Available data —
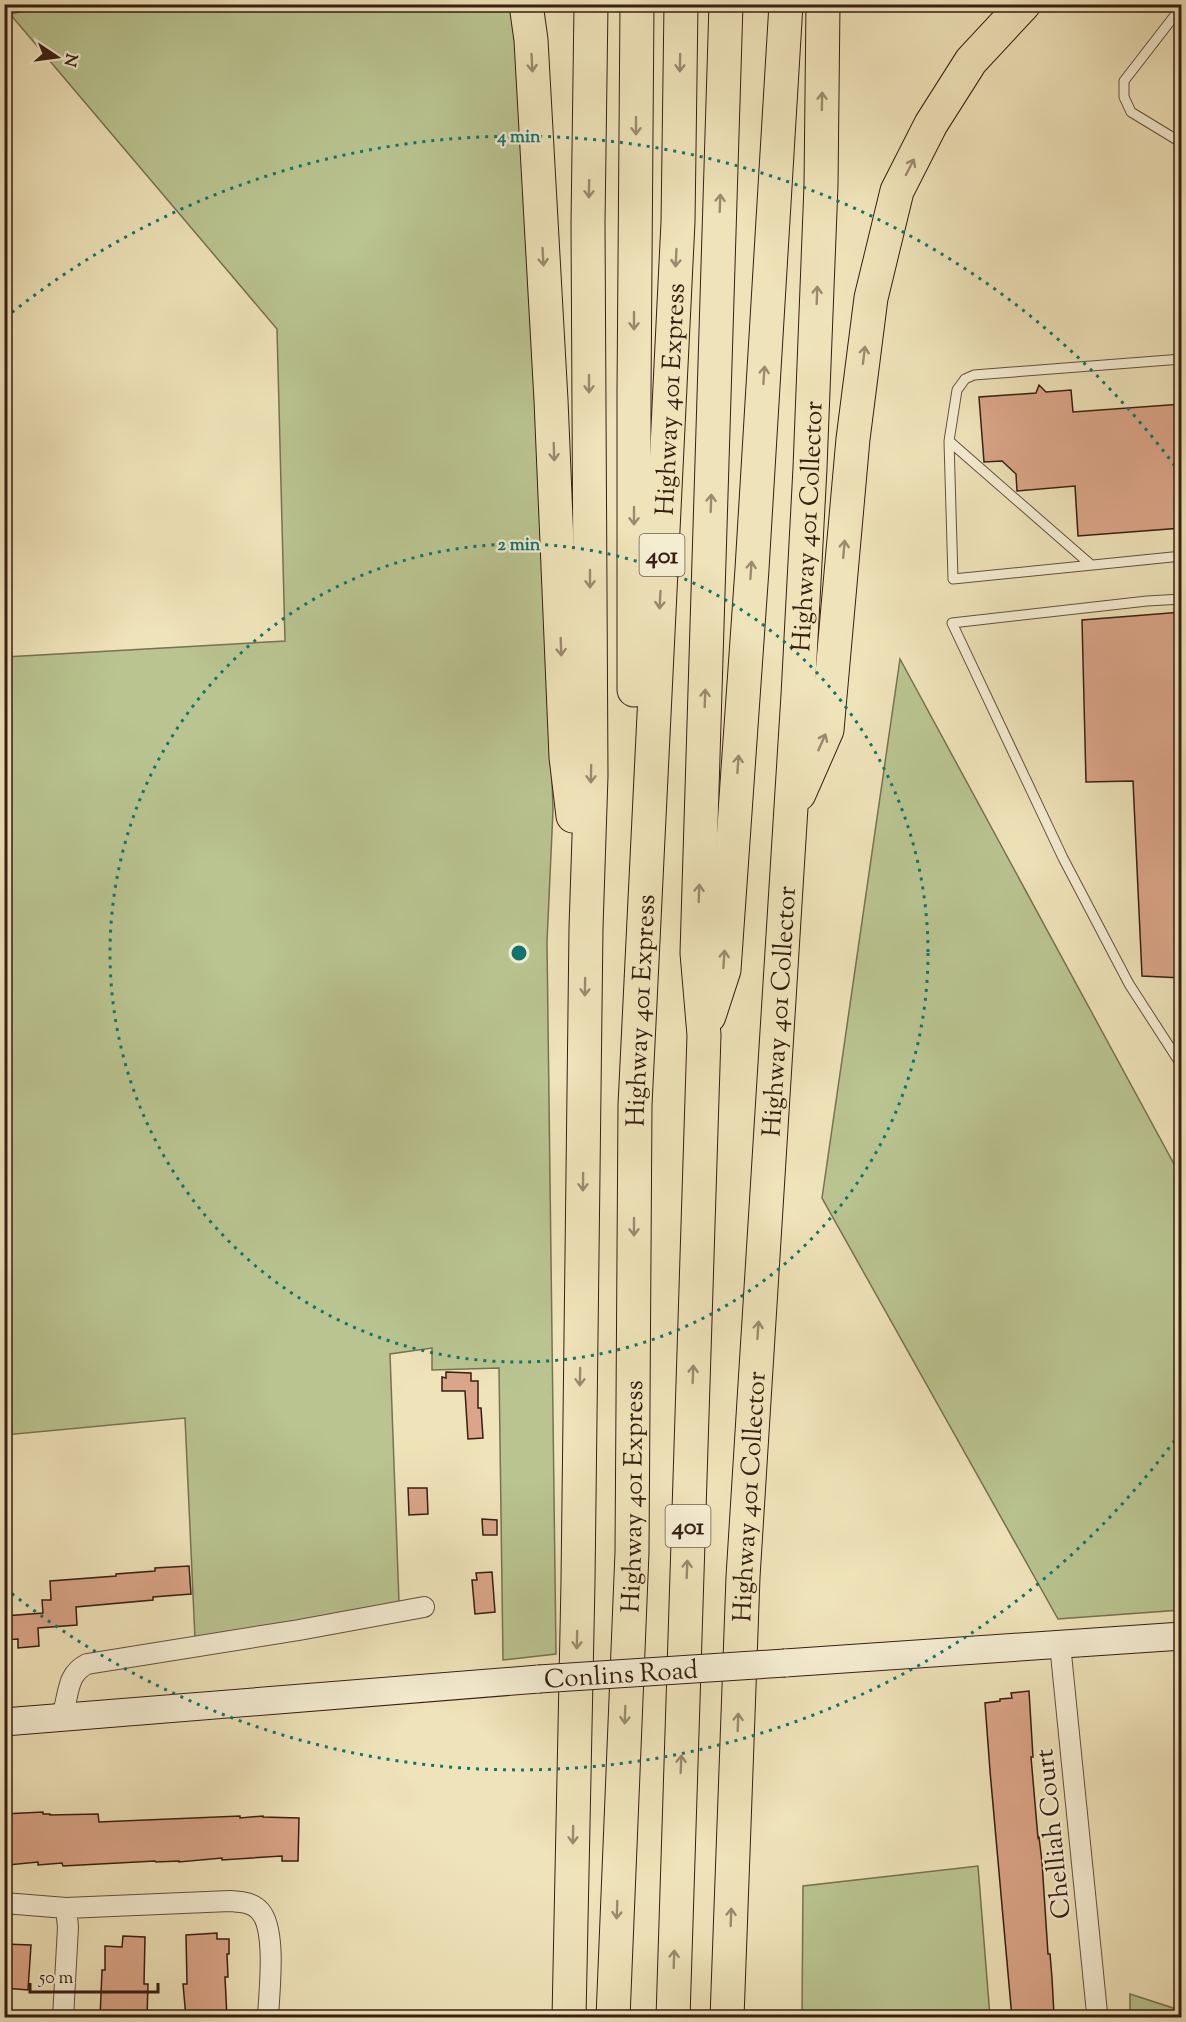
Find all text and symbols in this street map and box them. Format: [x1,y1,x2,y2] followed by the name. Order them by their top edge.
[27,27,87,87] north arrow
[56,51,82,69] text: N
[527,52,538,72] one-way arrow
[674,52,686,72] one-way arrow
[816,91,828,111] one-way arrow
[630,115,642,135] one-way arrow
[496,125,541,151] text: 4 min
[904,158,916,176] one-way arrow
[583,178,595,198] one-way arrow
[714,194,725,214] one-way arrow
[538,247,549,267] one-way arrow
[671,247,682,267] one-way arrow
[648,282,696,516] street label: Highway 401 Express
[811,286,822,306] one-way arrow
[628,310,640,330] one-way arrow
[859,346,870,366] one-way arrow
[758,365,769,385] one-way arrow
[583,373,595,393] one-way arrow
[784,400,834,653] street label: Highway 401 Collector
[548,442,559,462] one-way arrow
[705,494,716,514] one-way arrow
[628,505,640,525] one-way arrow
[498,533,541,559] text: 2 min
[640,534,684,576] road number: 401
[839,540,850,560] one-way arrow
[746,560,757,580] one-way arrow
[584,568,596,588] one-way arrow
[654,589,665,609] one-way arrow
[556,636,567,656] one-way arrow
[699,688,711,708] one-way arrow
[817,734,828,752] one-way arrow
[733,755,744,775] one-way arrow
[585,763,596,783] one-way arrow
[694,883,705,903] one-way arrow
[754,885,807,1138] street label: Highway 401 Collector
[619,894,666,1127] street label: Highway 401 Express
[509,943,529,963] centre of rings
[719,949,730,969] one-way arrow
[579,976,591,996] one-way arrow
[577,1171,589,1191] one-way arrow
[628,1216,640,1236] one-way arrow
[753,1321,764,1340] one-way arrow
[687,1365,699,1385] one-way arrow
[575,1366,586,1386] one-way arrow
[725,1370,777,1623] street label: Highway 401 Collector
[614,1380,654,1613] street label: Highway 401 Express
[666,1505,710,1547] road number: 401
[681,1560,692,1580] one-way arrow
[571,1630,583,1650] one-way arrow
[543,1653,699,1700] street label: Conlins Road
[620,1705,631,1725] one-way arrow
[732,1713,743,1733] one-way arrow
[1027,1747,1082,1921] street label: Chelliah Court
[675,1755,686,1775] one-way arrow
[567,1825,578,1845] one-way arrow
[612,1900,623,1920] one-way arrow
[725,1908,736,1928] one-way arrow
[669,1950,680,1970] one-way arrow
[30,1956,158,1994] scale bar
[38,1966,74,1992] text: 50 m

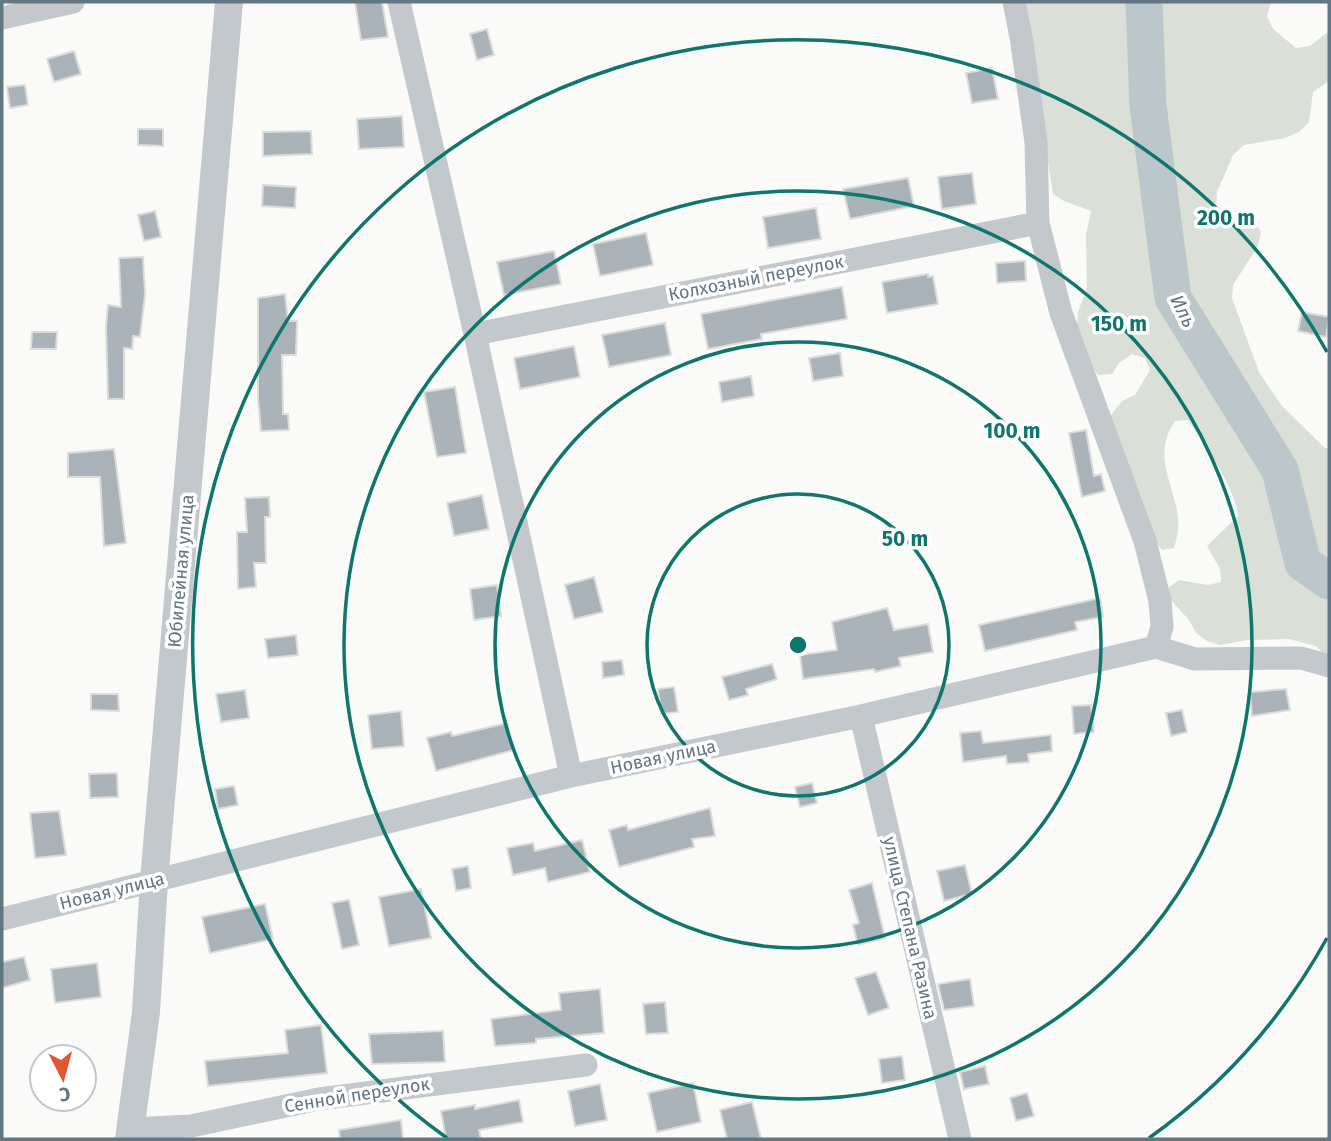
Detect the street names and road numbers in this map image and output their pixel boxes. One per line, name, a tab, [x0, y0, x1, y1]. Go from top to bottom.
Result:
street label: Колхозный переулок	[667, 250, 846, 306]
street label: Юбилейная улица	[163, 493, 199, 649]
street label: Новая улица	[608, 735, 718, 779]
street label: улица Степана Разина	[878, 835, 942, 1021]
street label: Новая улица	[57, 867, 167, 915]
street label: Сенной переулок	[283, 1073, 432, 1117]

Task brief —
Produce a verbatim copy of all records, minus pictures.

Output for this exercise —
Find all text and symbols in this street map and box them. Format: [x1,y1,x2,y2] followed by the name. Order them by their top edge.
[27,27,87,87] north arrow
[56,51,82,69] text: N
[527,52,538,72] one-way arrow
[674,52,686,72] one-way arrow
[816,91,828,111] one-way arrow
[630,115,642,135] one-way arrow
[496,125,541,151] text: 4 min
[904,158,916,176] one-way arrow
[583,178,595,198] one-way arrow
[714,194,725,214] one-way arrow
[538,247,549,267] one-way arrow
[671,247,682,267] one-way arrow
[648,282,696,516] street label: Highway 401 Express
[811,286,822,306] one-way arrow
[628,310,640,330] one-way arrow
[859,346,870,366] one-way arrow
[758,365,769,385] one-way arrow
[583,373,595,393] one-way arrow
[784,400,834,653] street label: Highway 401 Collector
[548,442,559,462] one-way arrow
[705,494,716,514] one-way arrow
[628,505,640,525] one-way arrow
[498,533,541,559] text: 2 min
[640,534,684,576] road number: 401
[839,540,850,560] one-way arrow
[746,560,757,580] one-way arrow
[584,568,596,588] one-way arrow
[654,589,665,609] one-way arrow
[556,636,567,656] one-way arrow
[699,688,711,708] one-way arrow
[817,734,828,752] one-way arrow
[733,755,744,775] one-way arrow
[585,763,596,783] one-way arrow
[694,883,705,903] one-way arrow
[754,885,807,1138] street label: Highway 401 Collector
[619,894,666,1127] street label: Highway 401 Express
[509,943,529,963] centre of rings
[719,949,730,969] one-way arrow
[579,976,591,996] one-way arrow
[577,1171,589,1191] one-way arrow
[628,1216,640,1236] one-way arrow
[753,1321,764,1340] one-way arrow
[687,1365,699,1385] one-way arrow
[575,1366,586,1386] one-way arrow
[725,1370,777,1623] street label: Highway 401 Collector
[614,1380,654,1613] street label: Highway 401 Express
[666,1505,710,1547] road number: 401
[681,1560,692,1580] one-way arrow
[571,1630,583,1650] one-way arrow
[543,1653,699,1700] street label: Conlins Road
[620,1705,631,1725] one-way arrow
[732,1713,743,1733] one-way arrow
[1027,1747,1082,1921] street label: Chelliah Court
[675,1755,686,1775] one-way arrow
[567,1825,578,1845] one-way arrow
[612,1900,623,1920] one-way arrow
[725,1908,736,1928] one-way arrow
[669,1950,680,1970] one-way arrow
[30,1956,158,1994] scale bar
[38,1966,74,1992] text: 50 m

Detect the street names and road numbers in this map image and output their pixel boxes. One per line, name, a tab, [x0, y0, x1, y1]. Go from top to bottom.
Result:
street label: Колхозный переулок	[667, 250, 846, 306]
street label: Юбилейная улица	[163, 493, 199, 649]
street label: Новая улица	[608, 735, 718, 779]
street label: улица Степана Разина	[878, 835, 942, 1021]
street label: Новая улица	[57, 867, 167, 915]
street label: Сенной переулок	[283, 1073, 432, 1117]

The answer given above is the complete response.